Many patients don’t have a problem with their doctor using a computer during office visits, but some report being irritated by the way physicians use the technology at the point of care.
At the 2019 GI Roundtable, Seattle-based psychologist Daniel O’Connell, PhD, described how to establish the computer as a supportive tool instead of a barrier to care.
“When we surveyed patients, the ones who were impressed with the use of the computer said they thought it enhanced their care in the moment; the ones who were not impressed wished the doctor would stop typing so much and listen to them; some actually thought the doctor was internet shopping,” said Dr. O’Connell, who coaches physicians and others on the psychology of medicine and clinical interactions and also teaches a seminar titled “Connected: Communicating and Computing in the Exam Room.” “They don’t know how the computer adds value unless you can show them how it enhances their care.”
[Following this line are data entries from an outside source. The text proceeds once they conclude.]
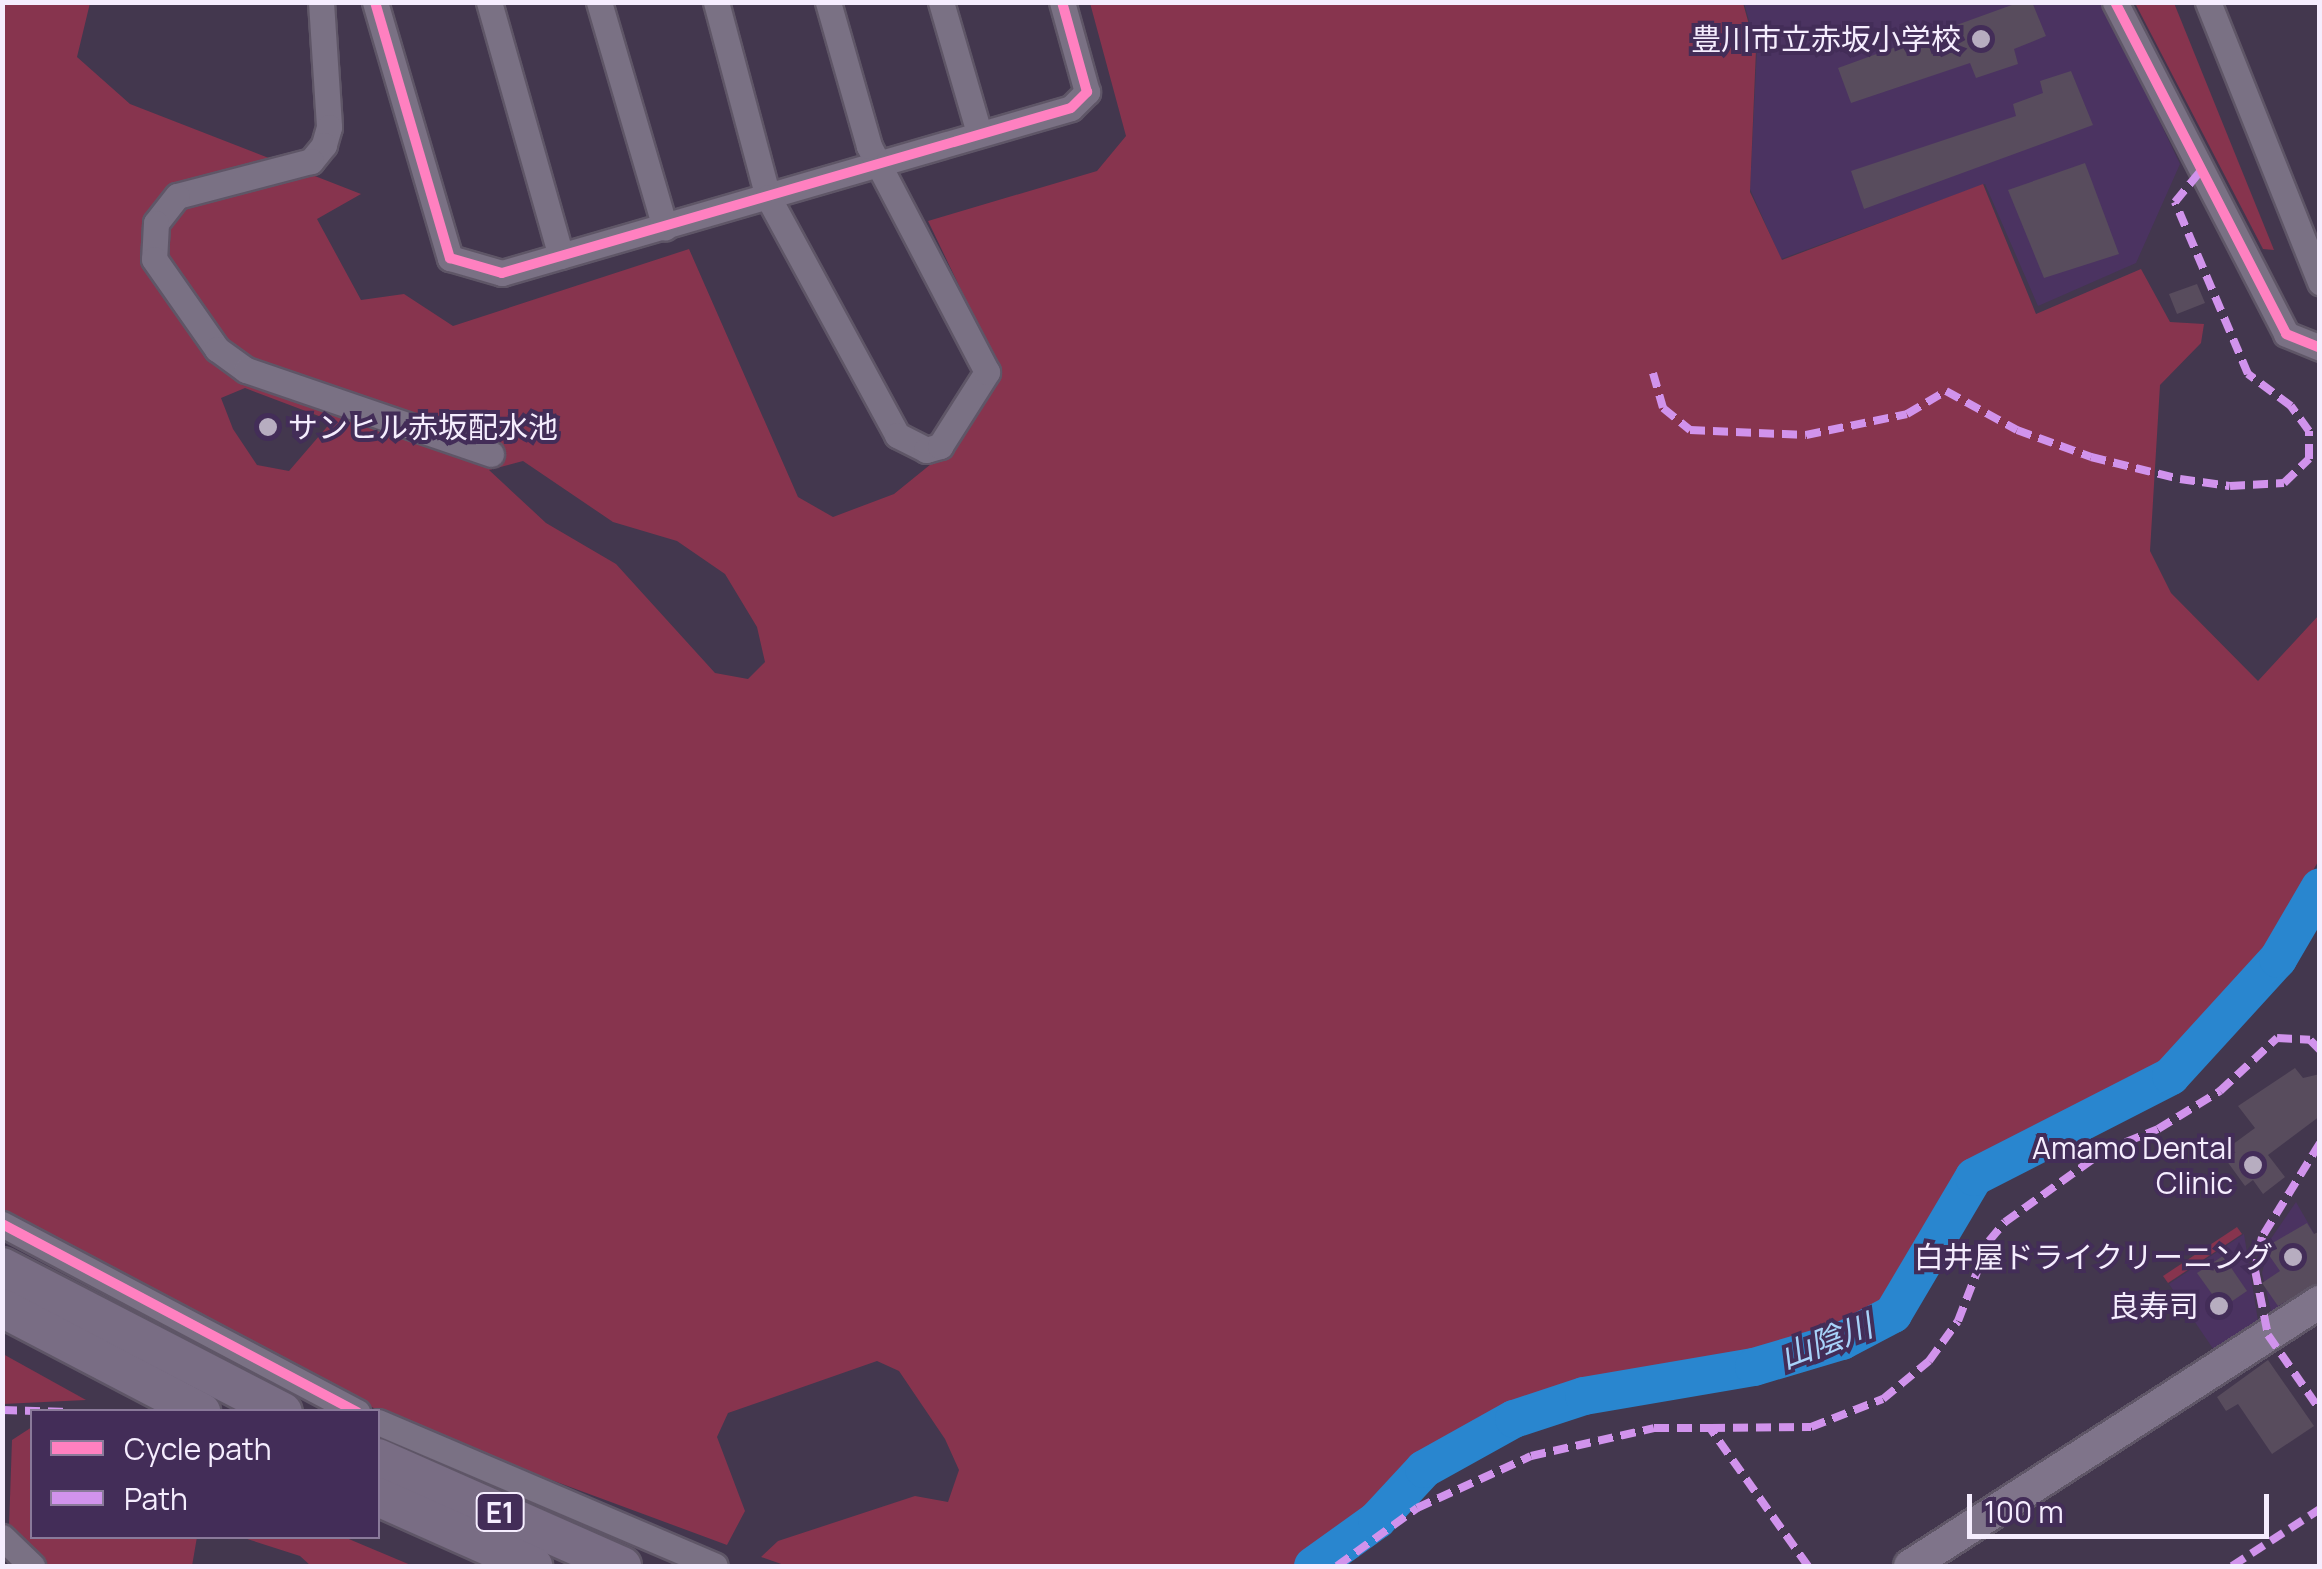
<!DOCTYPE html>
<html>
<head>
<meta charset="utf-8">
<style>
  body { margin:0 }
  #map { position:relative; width:2322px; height:1569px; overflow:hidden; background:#43374e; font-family:Manrope,"Noto Sans JP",sans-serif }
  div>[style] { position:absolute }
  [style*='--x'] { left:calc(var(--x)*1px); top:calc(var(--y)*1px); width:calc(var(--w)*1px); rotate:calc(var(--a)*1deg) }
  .built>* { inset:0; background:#4b3361 }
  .green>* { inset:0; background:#87344e }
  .river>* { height:38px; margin:-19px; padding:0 19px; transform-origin:19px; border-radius:19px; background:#2986cf }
  .building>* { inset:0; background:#584c5d }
  .round { border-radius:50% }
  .roads { filter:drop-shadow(2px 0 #5f5667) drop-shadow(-2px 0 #5f5667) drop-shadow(0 2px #5f5667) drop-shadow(0 -2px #5f5667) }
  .minor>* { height:25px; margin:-12.5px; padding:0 12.5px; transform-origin:12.5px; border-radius:12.5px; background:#7a7184 }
  .major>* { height:32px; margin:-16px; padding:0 16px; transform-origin:16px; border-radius:16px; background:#7f748a }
  .highway>* { height:38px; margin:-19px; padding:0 19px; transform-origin:19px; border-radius:19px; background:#796d84 }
  .quiet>* { height:8px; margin-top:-4px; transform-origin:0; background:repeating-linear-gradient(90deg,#d193ec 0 15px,transparent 0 23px) }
  .cycleway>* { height:10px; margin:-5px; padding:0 5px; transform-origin:5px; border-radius:5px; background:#ff80c0 }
  .dots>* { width:28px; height:28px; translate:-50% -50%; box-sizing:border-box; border:5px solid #432d58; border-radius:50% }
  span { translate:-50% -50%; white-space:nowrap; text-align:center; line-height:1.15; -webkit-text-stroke:8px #432d58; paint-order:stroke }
  .shield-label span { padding:2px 8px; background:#432d58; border:2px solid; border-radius:8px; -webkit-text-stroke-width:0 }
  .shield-label { font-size:28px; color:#f5edfe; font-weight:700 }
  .poi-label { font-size:30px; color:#f5edfe }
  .right { translate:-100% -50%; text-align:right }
  .left { translate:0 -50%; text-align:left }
  .water-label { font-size:32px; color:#a7d2f9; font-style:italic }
  .frame { position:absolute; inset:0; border:5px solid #f5edfe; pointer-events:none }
  .legend { position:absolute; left:30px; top:1409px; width:350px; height:130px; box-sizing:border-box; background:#432d58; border:2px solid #8a7a9a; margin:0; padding:12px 18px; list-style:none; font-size:30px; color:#f5edfe }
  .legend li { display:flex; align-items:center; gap:20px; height:50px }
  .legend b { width:50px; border:2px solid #8a7a9a }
  .scale { position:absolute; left:1967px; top:1494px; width:302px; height:45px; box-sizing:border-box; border:5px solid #f5edfe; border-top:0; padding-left:12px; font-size:30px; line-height:35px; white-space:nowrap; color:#f5edfe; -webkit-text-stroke:8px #432d58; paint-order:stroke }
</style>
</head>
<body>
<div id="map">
  <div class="built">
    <i style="clip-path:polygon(1744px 3px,2103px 3px,2180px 164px,2136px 263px,2038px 306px,1985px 184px,1781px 259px,1750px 189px,1757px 48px)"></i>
    <i style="clip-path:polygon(2296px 1202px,2319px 1242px,2319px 1288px,2273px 1319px,2262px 1273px,2270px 1240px)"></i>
    <i style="clip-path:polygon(2244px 1234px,2259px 1327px,2218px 1356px,2169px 1284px)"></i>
  </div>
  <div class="green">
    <i style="clip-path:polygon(evenodd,2px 3px,90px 3px,77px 57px,130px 104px,361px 194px,317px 219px,361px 300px,404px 294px,453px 326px,689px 249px,798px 497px,833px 517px,894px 494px,952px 447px,1002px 375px,928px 221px,1097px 171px,1126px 136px,1090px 3px,1743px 3px,1756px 50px,1750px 192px,1782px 260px,1983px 184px,2036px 314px,2141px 269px,2170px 322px,2204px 324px,2201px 343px,2160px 385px,2150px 551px,2171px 593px,2258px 681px,2319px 615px,2319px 860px,2264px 956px,2157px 1072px,1953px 1188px,1883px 1313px,1745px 1359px,1585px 1384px,1495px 1412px,1419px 1456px,1304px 1566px,787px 1566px,761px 1557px,778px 1541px,915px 1496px,948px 1502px,959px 1470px,945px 1439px,899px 1371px,877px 1361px,728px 1413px,717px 1437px,745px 1511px,727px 1545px,411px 1428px,3px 1210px,2px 3px,245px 388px,332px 421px,289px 471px,257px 465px,233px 429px,221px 398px,245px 388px,2px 3px,523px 461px,613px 522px,677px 541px,725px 574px,757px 627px,765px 662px,748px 679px,715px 673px,616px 564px,546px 523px,489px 470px,523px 461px)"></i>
    <i style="clip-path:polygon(2135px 3px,2174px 3px,2274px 250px,2263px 249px)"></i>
    <i style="clip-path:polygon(2237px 1227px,2242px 1234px,2168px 1283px,2163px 1276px)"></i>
    <i style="clip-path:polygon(2px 1354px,3px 1354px,86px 1400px,3px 1404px)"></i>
    <i style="clip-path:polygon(32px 1427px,32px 1536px,197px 1537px,192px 1566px,38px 1566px,10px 1538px,9px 1527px,12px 1440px)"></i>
    <i style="clip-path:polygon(241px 1537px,344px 1537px,413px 1566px,311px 1566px,300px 1556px)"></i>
  </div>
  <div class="river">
    <i style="--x:1313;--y:1566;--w:79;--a:-35.7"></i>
    <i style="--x:1377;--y:1520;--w:69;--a:-47.3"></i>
    <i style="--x:1424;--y:1469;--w:103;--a:-29.1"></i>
    <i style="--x:1514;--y:1419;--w:74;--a:-18.2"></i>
    <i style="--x:1584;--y:1396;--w:172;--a:-9.7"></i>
    <i style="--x:1754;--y:1367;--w:92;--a:-16.5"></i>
    <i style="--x:1842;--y:1341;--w:58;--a:-27.9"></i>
    <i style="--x:1893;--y:1314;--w:159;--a:-59.4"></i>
    <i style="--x:1974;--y:1177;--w:221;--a:-27.1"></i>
    <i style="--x:2171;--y:1076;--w:159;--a:-47.6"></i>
    <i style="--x:2278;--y:959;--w:83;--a:-59.7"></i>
  </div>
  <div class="building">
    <i style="clip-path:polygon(2020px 2px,2032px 2px,2046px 36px,2014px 49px,2018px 64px,1976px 78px,1970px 63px,1851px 103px,1838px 68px)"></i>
    <i style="clip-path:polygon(2071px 71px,2093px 125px,1864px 209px,1851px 171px,2016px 116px,2013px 104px,2043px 93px,2040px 81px)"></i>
    <i style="clip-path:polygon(2085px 163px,2119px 254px,2044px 278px,2008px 190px)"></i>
    <i style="clip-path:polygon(2197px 284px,2205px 303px,2177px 314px,2169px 294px)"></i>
    <i class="round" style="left:257px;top:415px;width:22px;height:22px"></i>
    <i style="clip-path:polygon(2295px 1068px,2303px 1078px,2320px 1074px,2320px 1116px,2268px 1155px,2285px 1177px,2263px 1194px,2253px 1180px,2245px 1186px,2221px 1153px,2255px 1128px,2238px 1106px)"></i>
    <i style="clip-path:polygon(2307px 1223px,2314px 1234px,2320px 1231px,2320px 1282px,2278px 1306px,2262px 1283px,2280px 1271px,2264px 1248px)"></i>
    <i style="clip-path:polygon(2223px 1256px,2247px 1291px,2222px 1308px,2197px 1273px)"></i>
    <i style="clip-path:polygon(2268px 1360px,2314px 1426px,2272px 1454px,2238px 1404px,2226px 1411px,2217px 1397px)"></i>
  </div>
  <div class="roads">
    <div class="minor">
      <i style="--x:321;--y:2;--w:125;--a:86.3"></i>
      <i style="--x:329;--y:127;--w:19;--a:106"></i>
      <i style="--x:324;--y:145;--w:21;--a:129"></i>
      <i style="--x:311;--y:161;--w:138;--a:165.4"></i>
      <i style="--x:177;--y:196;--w:34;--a:128"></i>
      <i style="--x:156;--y:223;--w:36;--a:93"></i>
      <i style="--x:154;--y:259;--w:110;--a:55"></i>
      <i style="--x:217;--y:349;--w:36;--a:36"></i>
      <i style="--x:246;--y:370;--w:259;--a:18.9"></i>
      <i style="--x:375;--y:2;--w:267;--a:73.7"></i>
      <i style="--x:450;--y:258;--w:54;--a:16.1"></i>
      <i style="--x:502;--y:273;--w:592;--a:-16.17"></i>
      <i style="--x:1071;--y:108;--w:23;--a:-45"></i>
      <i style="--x:1087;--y:92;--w:93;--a:-105.5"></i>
      <i style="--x:489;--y:2;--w:264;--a:74.2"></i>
      <i style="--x:599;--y:2;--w:235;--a:73.7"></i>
      <i style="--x:716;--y:2;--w:202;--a:75.1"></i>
      <i style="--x:768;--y:197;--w:271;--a:61.5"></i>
      <i style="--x:897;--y:435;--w:33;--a:27"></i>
      <i style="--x:926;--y:450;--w:15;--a:-16"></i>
      <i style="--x:940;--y:446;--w:88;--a:-57.6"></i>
      <i style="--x:987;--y:372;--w:255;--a:-117.6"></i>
      <i style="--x:869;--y:146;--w:150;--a:-105.9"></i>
      <i style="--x:941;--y:2;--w:136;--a:73.8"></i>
      <i style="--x:2115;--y:2;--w:373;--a:62.7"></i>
      <i style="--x:2286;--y:334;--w:37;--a:22"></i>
      <i style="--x:2208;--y:2;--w:302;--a:68.2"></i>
      <i style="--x:2;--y:1224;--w:402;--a:27.9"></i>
      <i style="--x:378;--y:1422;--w:366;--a:23.1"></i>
      <i style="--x:2;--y:1537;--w:42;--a:44"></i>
    </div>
    <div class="major">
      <i style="--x:1910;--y:1566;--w:488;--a:-32.8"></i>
    </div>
    <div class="highway">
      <i style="--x:2;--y:1267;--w:316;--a:27.3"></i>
      <i style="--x:2;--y:1308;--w:225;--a:27.6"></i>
      <i style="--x:378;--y:1458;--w:267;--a:23.9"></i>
      <i style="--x:378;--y:1497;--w:170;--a:24"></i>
    </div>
  </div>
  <div class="quiet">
    <i style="--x:1653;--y:373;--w:36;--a:74"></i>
    <i style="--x:1663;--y:408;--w:35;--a:39"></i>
    <i style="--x:1690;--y:430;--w:116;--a:2.5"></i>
    <i style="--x:1806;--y:435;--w:103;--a:-11.7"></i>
    <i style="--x:1907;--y:414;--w:45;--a:-30.5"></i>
    <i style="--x:1946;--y:391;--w:81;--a:28.8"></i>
    <i style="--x:2017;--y:430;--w:79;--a:20"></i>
    <i style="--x:2091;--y:457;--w:92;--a:13.9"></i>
    <i style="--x:2180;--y:479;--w:50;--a:8"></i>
    <i style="--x:2230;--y:486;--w:54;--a:-3.2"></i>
    <i style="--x:2284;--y:483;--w:35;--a:-44"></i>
    <i style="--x:2309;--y:459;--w:28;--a:-90"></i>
    <i style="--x:2309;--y:431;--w:31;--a:-126"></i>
    <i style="--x:2291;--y:406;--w:54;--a:-143.3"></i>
    <i style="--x:2248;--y:374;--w:187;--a:-113"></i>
    <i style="--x:2175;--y:202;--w:44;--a:-50.5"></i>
    <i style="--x:2320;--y:1143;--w:110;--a:121.7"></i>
    <i style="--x:2262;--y:1237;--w:34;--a:102"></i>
    <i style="--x:2255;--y:1270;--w:66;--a:78.7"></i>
    <i style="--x:2268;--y:1335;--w:91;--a:55.3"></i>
    <i style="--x:2;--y:1410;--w:67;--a:1.7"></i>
    <i style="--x:1337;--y:1566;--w:99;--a:-35.9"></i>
    <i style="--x:1417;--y:1508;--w:125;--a:-24.5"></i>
    <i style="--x:1531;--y:1456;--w:126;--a:-12.8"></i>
    <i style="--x:1654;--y:1428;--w:56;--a:0"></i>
    <i style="--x:1808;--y:1566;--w:169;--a:-125.4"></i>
    <i style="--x:1710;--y:1428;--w:101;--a:-0.6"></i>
    <i style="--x:1811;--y:1427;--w:77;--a:-21.3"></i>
    <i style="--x:1883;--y:1399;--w:60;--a:-39.6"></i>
    <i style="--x:1929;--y:1361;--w:49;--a:-54.1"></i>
    <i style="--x:1958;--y:1321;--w:86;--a:-68.8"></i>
    <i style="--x:1989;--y:1241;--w:25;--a:-50"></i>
    <i style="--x:2005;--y:1222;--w:122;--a:-35.6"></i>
    <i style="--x:2104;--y:1151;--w:58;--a:-22.2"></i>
    <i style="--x:2158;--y:1129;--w:73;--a:-31.5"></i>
    <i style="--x:2220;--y:1091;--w:78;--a:-42.9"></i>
    <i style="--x:2277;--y:1038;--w:33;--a:3"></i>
    <i style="--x:2310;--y:1040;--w:14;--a:45"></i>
    <i style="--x:2232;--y:1566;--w:105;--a:-32.9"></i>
  </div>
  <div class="cycleway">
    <i style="--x:375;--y:2;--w:267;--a:73.7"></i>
    <i style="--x:450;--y:258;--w:54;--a:16.1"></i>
    <i style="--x:502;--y:273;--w:592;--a:-16.17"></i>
    <i style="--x:1071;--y:108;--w:23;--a:-45"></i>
    <i style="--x:1087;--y:92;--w:93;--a:-105.5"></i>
    <i style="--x:2115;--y:2;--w:373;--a:62.7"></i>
    <i style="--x:2286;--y:334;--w:37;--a:22"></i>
    <i style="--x:2;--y:1224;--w:402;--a:27.9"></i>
  </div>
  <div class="dots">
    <i style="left:1981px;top:39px;background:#b7adc0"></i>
    <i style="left:268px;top:427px;background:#b7adc0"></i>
    <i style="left:2253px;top:1165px;background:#b7adc0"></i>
    <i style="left:2293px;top:1257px;background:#b7adc0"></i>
    <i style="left:2219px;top:1306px;background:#b7adc0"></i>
  </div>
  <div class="shield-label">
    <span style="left:500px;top:1512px">E1</span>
  </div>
  <div class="poi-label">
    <span class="right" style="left:1961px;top:39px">豊川市立赤坂小学校</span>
    <span class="left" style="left:288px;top:427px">サンヒル赤坂配水池</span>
    <span class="right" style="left:2233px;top:1165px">Amamo Dental<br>Clinic</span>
    <span class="right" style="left:2273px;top:1257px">白井屋ドライクリーニング</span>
    <span class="right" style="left:2199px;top:1306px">良寿司</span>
  </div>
  <div class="water-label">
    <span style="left:1826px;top:1341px;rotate:-21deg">山陰川</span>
  </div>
  <div class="frame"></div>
  <ul class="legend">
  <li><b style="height:12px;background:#ff80c0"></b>Cycle path</li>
  <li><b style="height:12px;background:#d193ec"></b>Path</li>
  </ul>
  <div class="scale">100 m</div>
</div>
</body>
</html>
Many patients do not realize that physicians do a lot of work they don’t see—capturing their concerns, sending in prescriptions and making referrals. “So, do it during their visit time and show them the work you’re putting into their visit,” he said.
Create an Optimal Setup
Dr. O’Connell advises practices to give some thought to the placement of the computer in the exam room. Ideally, there should be a 45-degree angle between the doctor and patient when the physician is looking at the computer screen. This set-up allows for easy eye contact with the patient and gives the patient visual access to the screen as Dr. O’Connell demonstrated using his laptop as a prop with Thomas Deas, MD, an associate professor and physician development coach at Texas Christian University and University of North Texas Health Science Center, in Fort Worth, playing the role of a patient.
“The room setup really makes a difference for the patient’s acceptance of the computer,” Dr. O’Connell said. “If they can’t see the screen, it seems like you’re keeping a secret from them.”